• _What this task involves_: Which lines of the records below contain the string "JSON"? Report each of them.

++++ Task material ++++

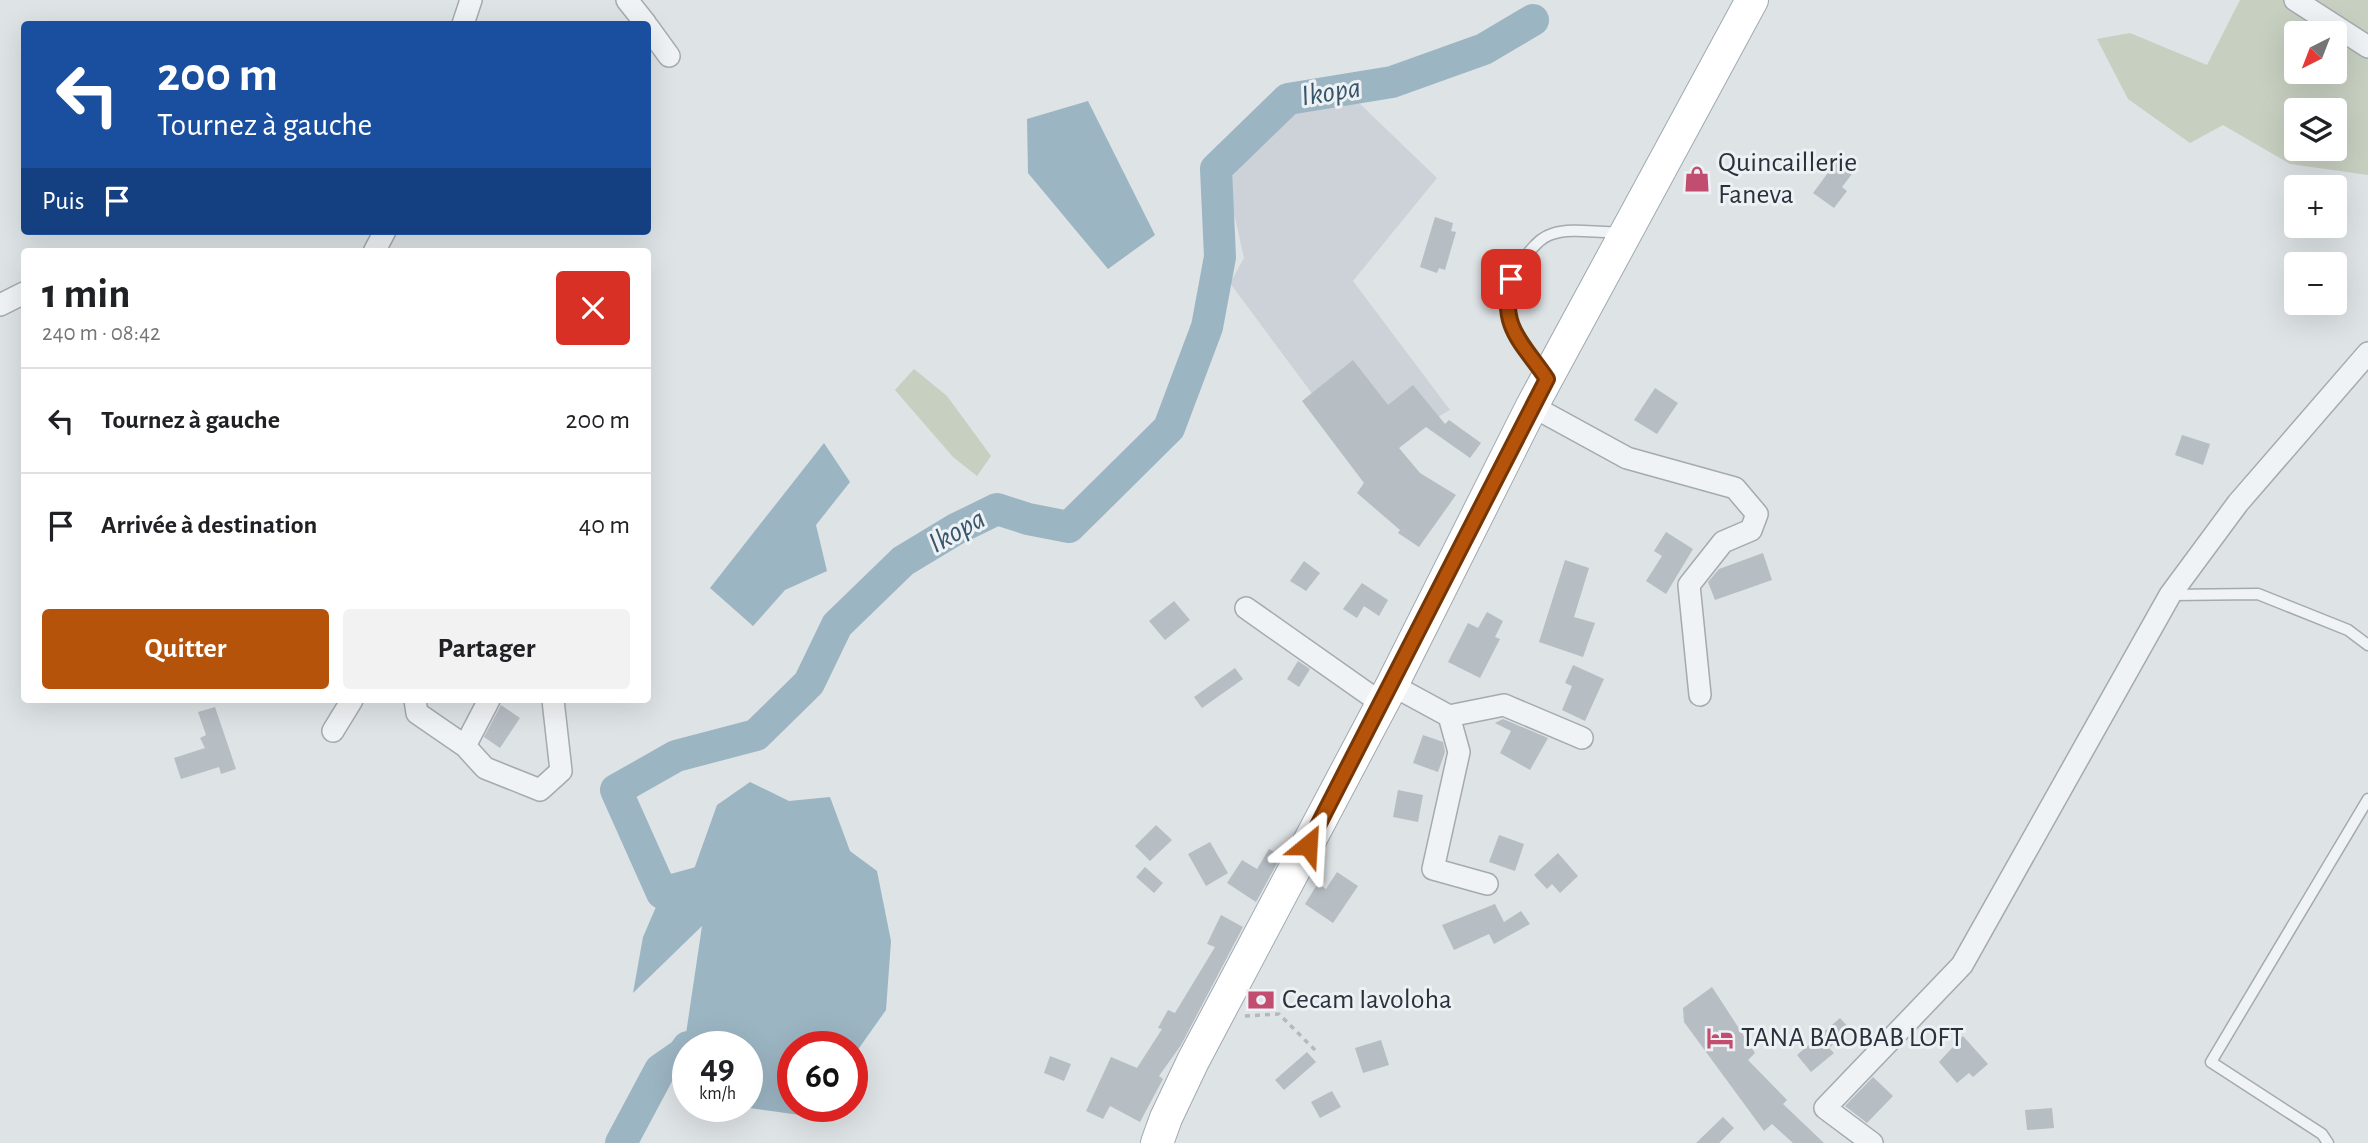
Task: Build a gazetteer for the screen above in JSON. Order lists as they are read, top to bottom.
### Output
{
  "water": ["Ikopa"],
  "places": {
    "shop": ["Quincaillerie Faneva"],
    "bank": ["Cecam Iavoloha"],
    "hotel": ["TANA BAOBAB LOFT"]
  },
  "north": "bottom left",
  "page": {
    "map_buttons": ["+", "−"],
    "turn": ["200 m", "Tournez à gauche"],
    "then": "Puis",
    "heading": ["1 min", "240 m · 08:42"],
    "list": [
      {
        "name": "Tournez à gauche",
        "value": "200 m"
      },
      {
        "name": "Arrivée à destination",
        "value": "40 m"
      }
    ],
    "buttons": ["Quitter", "Partager"],
    "speed": "49 km/h",
    "limit": "60"
  }
}
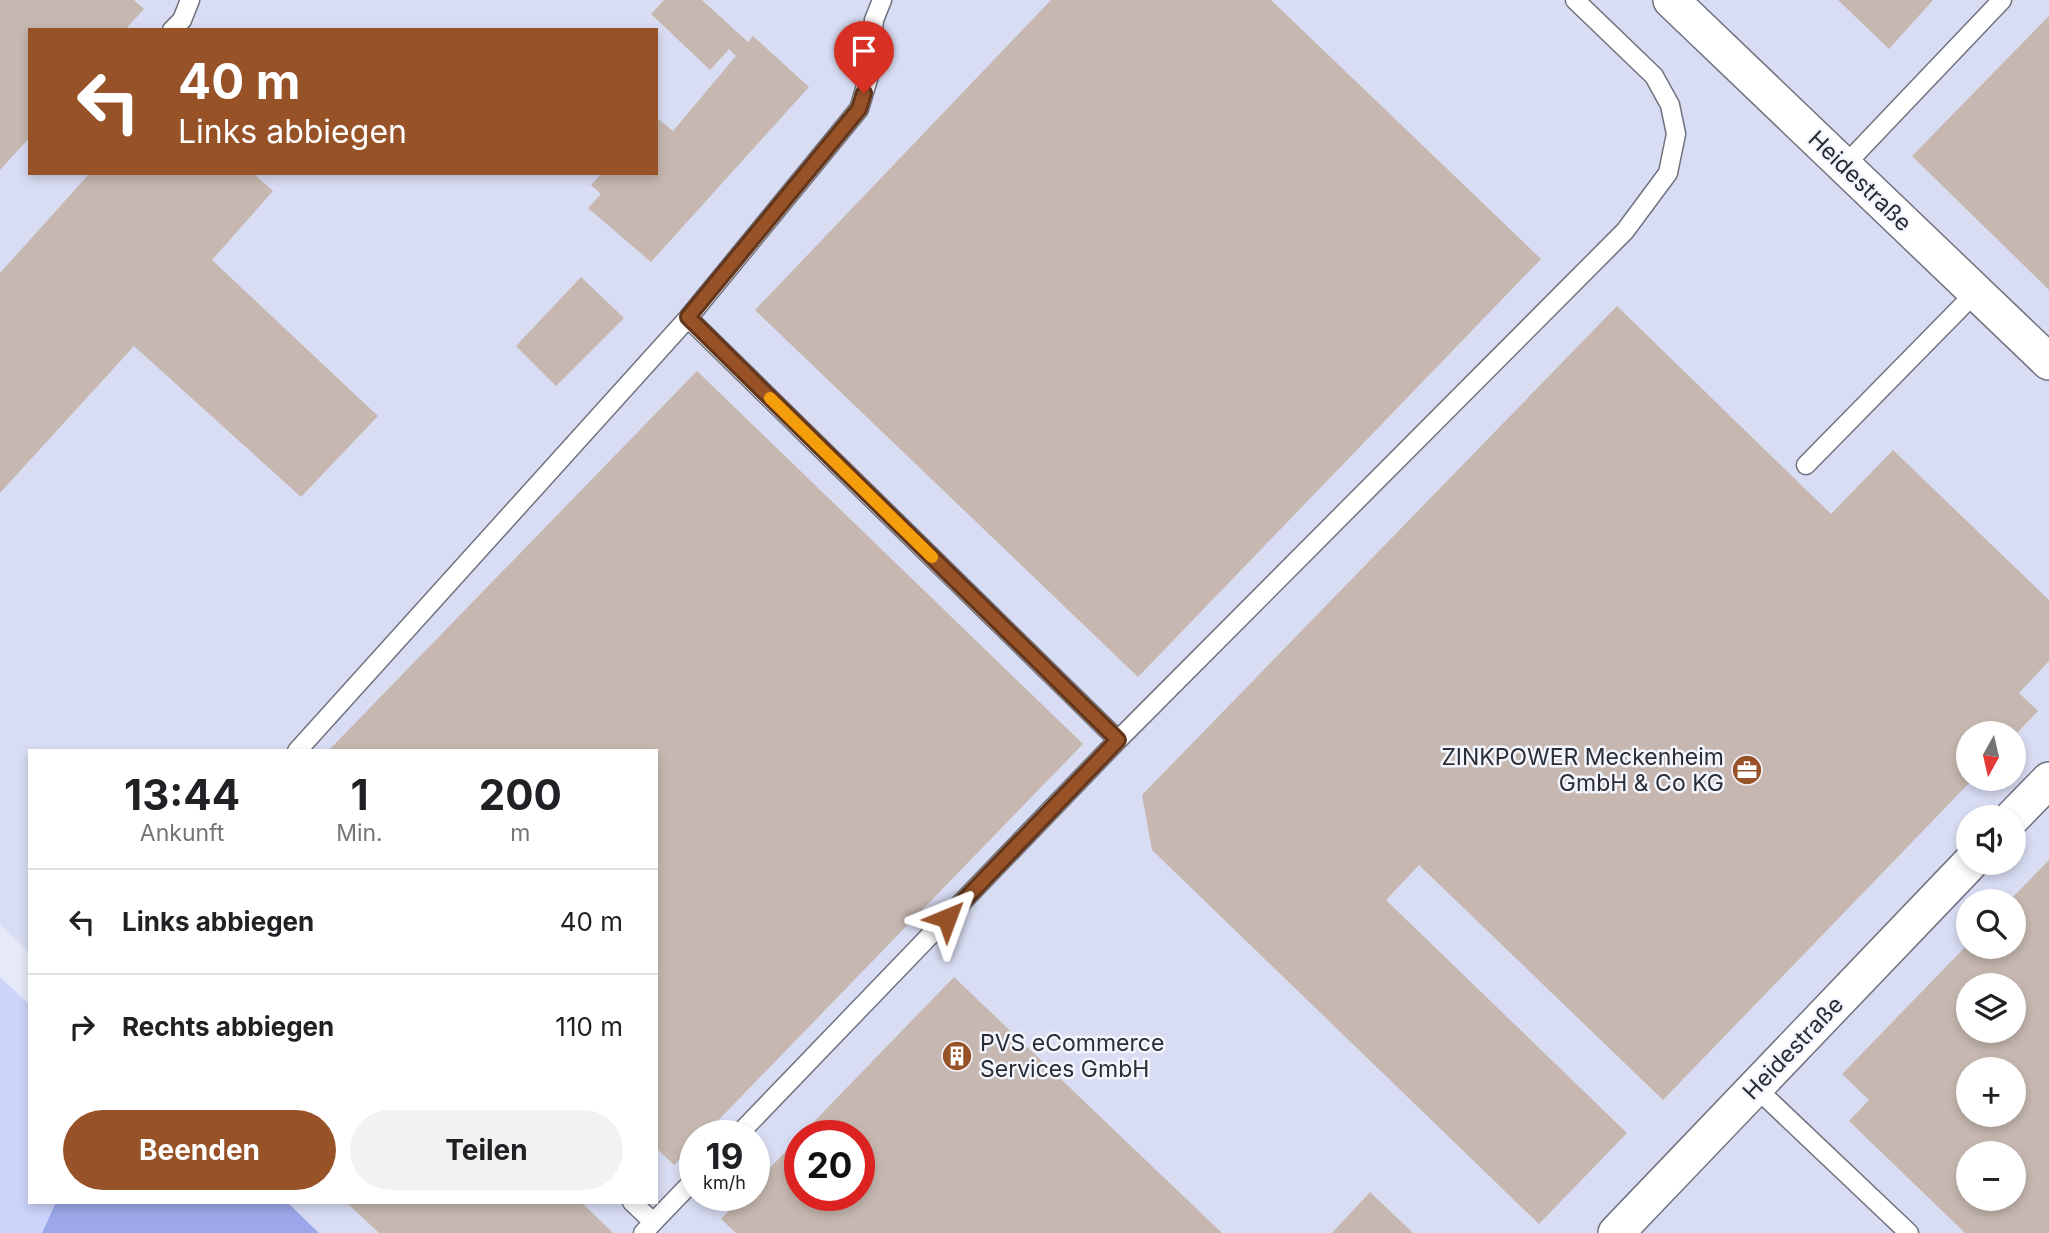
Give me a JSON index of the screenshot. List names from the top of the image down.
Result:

++++

• _Answer section_:
Task: Build a gazetteer for the screen above in JSON. Order lists as they are read, top to bottom.
Give me a JSON index of the screenshot. List names from the top of the image down.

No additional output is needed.